If you read my previous post then you know that I’m at HCSSiM for the second half of the second half, teaching a mini on the Fundamental Theorem of Algebra. I’m very impressed with everything, from the teaching faculty to the students, and am really enjoying soaking in interesting mathematics every day. There is really high level mathematics going on here, and the students are truly immersed in mathematical knowledge and culture.

Conversation at breakfast with Lucas and Gabe.

I walked into a conversation about Rubik’s Cube records this morning at breakfast. Talking about new cube records, Lucas complained about kids who ask him if he solves the cube by just doing the same sequence of moves over and over again. Of course not! This would only work in a cyclic group!

However, I argued that it is possible, if you look at it another way. Suppose that g is a long sequence of moves that traverses through all possible cube positions. Then you only have to do the sequence g once, and somewhere along the way, you’ll have solved the cube. Notice that the end result of performing the moves in sequence g is the identity permutation on the cube.

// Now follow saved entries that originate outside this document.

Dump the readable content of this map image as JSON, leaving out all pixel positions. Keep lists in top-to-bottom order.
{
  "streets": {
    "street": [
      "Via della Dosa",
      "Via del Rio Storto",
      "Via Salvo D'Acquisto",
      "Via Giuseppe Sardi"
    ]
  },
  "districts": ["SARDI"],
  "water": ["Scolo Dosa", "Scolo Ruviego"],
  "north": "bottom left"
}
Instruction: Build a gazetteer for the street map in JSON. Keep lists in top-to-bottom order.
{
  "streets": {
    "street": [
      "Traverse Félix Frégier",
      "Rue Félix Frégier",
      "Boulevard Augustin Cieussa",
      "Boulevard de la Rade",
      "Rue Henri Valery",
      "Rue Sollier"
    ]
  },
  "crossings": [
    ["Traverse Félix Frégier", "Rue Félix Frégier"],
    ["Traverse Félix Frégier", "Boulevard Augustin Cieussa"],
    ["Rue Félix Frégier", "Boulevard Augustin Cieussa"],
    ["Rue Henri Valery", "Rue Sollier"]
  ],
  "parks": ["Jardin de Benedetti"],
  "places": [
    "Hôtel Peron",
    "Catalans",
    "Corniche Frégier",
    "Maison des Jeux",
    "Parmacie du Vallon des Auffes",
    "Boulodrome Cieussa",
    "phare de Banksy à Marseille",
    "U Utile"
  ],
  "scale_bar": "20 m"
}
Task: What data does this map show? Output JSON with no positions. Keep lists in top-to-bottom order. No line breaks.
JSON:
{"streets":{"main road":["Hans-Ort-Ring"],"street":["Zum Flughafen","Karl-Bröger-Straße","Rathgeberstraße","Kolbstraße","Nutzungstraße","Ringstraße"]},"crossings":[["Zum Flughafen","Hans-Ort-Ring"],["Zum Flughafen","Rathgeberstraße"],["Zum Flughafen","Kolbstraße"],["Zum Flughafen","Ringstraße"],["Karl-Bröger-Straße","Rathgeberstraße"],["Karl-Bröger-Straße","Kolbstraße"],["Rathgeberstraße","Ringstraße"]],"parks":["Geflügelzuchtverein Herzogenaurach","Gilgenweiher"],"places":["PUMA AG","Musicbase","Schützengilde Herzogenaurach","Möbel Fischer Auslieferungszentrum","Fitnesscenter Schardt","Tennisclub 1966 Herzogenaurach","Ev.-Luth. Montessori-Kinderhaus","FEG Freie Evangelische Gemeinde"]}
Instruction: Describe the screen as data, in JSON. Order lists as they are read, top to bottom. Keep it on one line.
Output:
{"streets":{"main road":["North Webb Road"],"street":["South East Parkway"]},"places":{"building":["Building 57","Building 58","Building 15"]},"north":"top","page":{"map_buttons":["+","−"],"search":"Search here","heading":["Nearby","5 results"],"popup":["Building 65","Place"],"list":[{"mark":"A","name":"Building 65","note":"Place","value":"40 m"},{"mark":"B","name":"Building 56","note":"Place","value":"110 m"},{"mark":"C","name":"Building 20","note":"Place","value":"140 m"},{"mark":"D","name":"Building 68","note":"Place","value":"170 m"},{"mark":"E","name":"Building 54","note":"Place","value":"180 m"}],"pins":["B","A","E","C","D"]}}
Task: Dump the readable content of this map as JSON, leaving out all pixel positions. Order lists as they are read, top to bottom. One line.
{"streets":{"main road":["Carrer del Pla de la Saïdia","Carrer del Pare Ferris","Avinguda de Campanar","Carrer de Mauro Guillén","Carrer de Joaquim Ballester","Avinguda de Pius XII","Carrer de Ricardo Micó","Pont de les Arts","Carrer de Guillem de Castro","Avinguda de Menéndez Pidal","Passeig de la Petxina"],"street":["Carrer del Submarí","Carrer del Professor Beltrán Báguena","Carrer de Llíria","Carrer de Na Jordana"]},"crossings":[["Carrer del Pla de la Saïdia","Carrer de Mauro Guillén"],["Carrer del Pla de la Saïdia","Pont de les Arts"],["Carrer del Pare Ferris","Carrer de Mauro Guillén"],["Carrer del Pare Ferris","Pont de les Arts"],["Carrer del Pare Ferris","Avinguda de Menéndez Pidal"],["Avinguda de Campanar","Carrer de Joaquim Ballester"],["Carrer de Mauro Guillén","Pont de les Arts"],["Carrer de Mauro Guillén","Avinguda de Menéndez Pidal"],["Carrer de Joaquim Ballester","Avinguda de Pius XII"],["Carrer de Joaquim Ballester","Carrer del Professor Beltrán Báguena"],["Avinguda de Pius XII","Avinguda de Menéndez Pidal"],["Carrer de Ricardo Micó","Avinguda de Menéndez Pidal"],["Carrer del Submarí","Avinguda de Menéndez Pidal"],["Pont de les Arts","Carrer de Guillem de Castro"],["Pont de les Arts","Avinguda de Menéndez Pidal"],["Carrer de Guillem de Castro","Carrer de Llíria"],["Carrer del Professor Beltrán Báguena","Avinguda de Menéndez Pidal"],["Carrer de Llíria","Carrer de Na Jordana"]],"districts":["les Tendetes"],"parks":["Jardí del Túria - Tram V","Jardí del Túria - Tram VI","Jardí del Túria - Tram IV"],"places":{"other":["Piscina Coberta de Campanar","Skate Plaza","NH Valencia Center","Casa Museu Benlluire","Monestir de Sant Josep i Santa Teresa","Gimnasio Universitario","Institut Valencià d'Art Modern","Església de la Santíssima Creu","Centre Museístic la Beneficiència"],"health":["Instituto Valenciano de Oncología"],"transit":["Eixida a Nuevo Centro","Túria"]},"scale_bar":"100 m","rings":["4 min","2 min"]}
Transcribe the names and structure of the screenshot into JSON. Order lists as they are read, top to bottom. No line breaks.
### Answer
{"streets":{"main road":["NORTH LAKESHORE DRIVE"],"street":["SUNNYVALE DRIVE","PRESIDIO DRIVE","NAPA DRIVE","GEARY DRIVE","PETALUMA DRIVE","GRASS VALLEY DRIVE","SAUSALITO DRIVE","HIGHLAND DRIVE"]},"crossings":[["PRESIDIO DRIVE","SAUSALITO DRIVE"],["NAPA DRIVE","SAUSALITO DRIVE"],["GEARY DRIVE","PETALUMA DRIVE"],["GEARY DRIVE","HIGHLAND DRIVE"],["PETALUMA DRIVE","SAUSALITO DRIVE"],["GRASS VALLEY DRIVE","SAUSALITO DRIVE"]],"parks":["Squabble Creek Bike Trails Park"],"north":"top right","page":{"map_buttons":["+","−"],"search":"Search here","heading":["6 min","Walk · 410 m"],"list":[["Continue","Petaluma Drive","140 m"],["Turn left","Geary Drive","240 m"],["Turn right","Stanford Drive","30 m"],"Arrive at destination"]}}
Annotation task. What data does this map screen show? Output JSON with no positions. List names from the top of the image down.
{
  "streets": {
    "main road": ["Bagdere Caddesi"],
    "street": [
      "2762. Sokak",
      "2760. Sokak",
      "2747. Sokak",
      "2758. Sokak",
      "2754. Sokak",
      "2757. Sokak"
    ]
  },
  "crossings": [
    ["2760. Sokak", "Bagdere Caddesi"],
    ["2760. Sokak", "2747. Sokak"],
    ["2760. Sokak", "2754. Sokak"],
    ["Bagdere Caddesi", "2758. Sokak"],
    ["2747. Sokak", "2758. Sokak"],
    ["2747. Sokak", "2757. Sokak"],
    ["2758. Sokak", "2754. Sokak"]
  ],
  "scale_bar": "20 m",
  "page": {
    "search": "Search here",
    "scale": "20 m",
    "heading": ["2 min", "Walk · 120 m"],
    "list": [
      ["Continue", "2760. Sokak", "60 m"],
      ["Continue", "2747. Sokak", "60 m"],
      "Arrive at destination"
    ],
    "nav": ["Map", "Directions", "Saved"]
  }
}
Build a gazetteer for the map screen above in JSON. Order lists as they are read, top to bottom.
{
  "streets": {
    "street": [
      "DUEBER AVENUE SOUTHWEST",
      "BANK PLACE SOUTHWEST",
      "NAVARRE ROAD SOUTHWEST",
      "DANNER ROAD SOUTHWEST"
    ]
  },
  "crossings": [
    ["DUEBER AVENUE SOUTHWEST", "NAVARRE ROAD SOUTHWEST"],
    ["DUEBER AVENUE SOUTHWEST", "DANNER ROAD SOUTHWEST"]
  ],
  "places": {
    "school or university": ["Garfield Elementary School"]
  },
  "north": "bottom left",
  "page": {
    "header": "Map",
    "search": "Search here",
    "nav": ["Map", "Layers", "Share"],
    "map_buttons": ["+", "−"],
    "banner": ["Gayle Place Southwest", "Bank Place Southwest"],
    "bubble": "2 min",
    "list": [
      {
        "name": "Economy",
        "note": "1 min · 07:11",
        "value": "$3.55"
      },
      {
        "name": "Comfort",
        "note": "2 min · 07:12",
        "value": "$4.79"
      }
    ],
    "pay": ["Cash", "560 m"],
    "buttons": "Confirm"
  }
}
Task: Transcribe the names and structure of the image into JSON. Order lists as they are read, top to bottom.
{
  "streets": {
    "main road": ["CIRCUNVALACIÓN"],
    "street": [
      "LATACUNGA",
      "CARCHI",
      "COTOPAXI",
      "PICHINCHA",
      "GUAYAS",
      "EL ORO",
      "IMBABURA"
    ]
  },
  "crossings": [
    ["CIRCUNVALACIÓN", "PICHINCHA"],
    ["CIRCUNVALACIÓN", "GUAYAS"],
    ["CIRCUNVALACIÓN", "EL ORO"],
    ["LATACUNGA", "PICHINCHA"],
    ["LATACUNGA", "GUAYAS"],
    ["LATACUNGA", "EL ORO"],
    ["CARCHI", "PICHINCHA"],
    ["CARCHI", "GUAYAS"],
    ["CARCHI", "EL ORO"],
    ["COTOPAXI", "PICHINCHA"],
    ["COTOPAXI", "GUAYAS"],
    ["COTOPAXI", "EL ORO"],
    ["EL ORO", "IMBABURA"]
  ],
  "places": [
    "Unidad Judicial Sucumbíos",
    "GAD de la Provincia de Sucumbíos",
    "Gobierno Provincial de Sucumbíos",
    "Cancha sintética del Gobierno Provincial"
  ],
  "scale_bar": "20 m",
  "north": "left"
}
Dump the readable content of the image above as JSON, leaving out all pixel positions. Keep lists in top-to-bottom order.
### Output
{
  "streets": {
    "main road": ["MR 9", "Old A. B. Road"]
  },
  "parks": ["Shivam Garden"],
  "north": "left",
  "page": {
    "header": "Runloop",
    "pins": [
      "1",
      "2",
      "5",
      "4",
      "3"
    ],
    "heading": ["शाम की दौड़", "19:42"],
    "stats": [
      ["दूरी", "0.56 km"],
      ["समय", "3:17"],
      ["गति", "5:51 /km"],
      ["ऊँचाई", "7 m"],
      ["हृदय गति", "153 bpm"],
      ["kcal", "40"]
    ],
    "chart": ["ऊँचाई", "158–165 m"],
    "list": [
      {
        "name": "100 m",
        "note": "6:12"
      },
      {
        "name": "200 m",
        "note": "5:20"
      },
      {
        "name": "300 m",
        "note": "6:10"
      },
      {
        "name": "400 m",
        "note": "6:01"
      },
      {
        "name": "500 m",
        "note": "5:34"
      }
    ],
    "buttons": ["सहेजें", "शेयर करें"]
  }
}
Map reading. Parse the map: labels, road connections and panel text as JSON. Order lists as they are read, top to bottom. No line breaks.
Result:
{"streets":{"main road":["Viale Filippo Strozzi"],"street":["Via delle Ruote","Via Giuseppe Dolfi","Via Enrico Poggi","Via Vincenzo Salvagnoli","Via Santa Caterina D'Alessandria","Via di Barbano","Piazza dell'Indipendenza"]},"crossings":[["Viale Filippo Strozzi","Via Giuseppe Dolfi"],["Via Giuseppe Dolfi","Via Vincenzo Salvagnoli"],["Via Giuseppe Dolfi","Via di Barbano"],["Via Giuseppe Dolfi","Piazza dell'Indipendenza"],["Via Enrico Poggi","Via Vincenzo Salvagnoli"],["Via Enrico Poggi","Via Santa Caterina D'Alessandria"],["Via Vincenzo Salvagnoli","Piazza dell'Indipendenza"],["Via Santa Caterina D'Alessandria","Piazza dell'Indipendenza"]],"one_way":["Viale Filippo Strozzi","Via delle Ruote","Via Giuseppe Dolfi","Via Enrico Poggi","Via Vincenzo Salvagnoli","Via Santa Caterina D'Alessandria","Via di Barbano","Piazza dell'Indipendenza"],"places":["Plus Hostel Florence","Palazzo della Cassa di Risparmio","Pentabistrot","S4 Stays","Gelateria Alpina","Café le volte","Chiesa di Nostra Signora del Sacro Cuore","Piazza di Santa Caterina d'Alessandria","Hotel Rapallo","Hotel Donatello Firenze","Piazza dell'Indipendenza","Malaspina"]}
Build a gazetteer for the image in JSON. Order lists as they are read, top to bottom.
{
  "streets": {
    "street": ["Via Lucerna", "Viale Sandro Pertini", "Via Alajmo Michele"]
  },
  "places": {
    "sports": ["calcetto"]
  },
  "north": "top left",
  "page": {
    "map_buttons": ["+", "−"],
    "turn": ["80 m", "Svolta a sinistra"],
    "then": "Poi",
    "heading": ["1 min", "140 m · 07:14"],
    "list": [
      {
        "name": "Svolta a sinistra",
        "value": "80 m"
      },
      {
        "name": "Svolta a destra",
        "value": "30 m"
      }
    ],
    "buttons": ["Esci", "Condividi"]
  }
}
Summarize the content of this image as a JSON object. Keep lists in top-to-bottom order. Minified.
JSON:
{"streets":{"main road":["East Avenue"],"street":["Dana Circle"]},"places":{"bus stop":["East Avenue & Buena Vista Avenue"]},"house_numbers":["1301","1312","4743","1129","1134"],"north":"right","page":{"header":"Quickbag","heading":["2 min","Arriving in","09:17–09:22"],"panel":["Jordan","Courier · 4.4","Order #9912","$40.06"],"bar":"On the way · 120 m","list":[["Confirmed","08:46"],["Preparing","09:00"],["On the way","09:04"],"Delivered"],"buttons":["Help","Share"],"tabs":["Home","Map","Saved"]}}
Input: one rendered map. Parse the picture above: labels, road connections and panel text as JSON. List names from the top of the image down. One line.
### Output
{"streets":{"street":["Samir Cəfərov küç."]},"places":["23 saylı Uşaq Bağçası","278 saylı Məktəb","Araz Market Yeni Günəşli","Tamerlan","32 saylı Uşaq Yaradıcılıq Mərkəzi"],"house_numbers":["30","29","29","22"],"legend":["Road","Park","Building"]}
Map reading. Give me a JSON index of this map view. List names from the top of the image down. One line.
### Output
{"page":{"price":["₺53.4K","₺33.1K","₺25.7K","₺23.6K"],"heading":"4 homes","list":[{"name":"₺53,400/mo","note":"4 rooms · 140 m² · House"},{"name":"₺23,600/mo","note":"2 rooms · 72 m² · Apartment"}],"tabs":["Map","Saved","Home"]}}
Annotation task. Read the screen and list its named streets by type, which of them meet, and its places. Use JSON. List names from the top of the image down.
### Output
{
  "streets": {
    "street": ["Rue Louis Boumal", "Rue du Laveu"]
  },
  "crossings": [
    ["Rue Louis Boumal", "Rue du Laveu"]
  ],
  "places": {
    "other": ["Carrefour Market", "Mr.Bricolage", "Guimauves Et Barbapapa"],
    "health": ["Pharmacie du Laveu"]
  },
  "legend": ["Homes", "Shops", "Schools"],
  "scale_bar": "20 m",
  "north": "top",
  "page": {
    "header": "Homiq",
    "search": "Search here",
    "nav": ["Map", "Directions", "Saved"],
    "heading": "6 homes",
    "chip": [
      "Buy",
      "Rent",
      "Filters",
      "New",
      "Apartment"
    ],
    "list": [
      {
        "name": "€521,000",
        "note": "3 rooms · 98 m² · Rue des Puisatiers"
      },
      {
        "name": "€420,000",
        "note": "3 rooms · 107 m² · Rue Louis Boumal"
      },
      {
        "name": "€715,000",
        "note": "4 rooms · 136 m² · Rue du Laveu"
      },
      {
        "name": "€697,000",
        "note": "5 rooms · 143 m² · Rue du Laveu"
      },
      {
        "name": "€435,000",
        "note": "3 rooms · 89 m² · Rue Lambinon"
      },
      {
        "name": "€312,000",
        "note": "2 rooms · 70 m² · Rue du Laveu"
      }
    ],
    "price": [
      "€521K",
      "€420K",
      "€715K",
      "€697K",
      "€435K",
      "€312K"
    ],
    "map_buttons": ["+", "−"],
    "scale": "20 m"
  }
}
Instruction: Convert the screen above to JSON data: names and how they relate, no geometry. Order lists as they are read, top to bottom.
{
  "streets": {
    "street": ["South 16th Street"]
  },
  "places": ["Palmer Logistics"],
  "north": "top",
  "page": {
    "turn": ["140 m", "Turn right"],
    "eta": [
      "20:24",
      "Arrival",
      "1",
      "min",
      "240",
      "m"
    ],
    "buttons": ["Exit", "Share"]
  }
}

We can improve this by finding a cube permutation g that generates a large cyclic subgroup of the cube group. Let G be the cyclic subgroup generated by g. If we can express g as a long sequence of cube moves that traverses through a complete set of coset representatives of G, then we have the cube neophyte’s dream: a sequence of cube moves, that it you do over and over again, will eventually solve the cube (of course, in the worst case scenario you’ll move through all possible configurations of the cube, but I’m not making any claim about the efficiency of this method!)

We finished our breakfast conversation by posing a more reasonable problem: try this for a small group.

1. Show that g = (1, 2, 3)(4, 5) is an element of S_5 of maximal order.
2. Find a sequence of 120/6 = 20 permutations s_1, s_2, …, s_20 whose product is g, and whose partial products (s_1), (s_1 s_2), (s_1 s_2 s_3), …, (s_1 s_2 s_3 … s_20) is a set of coset representatives of the cyclic subgroup .
3. Solve problem 2, where each s_i is a transposition.
4. Solve problem 2, where each s_i is a transposition of adjacent elements.

This seems like a good start to investigating the breakfast conversation problem. Let me know what you think!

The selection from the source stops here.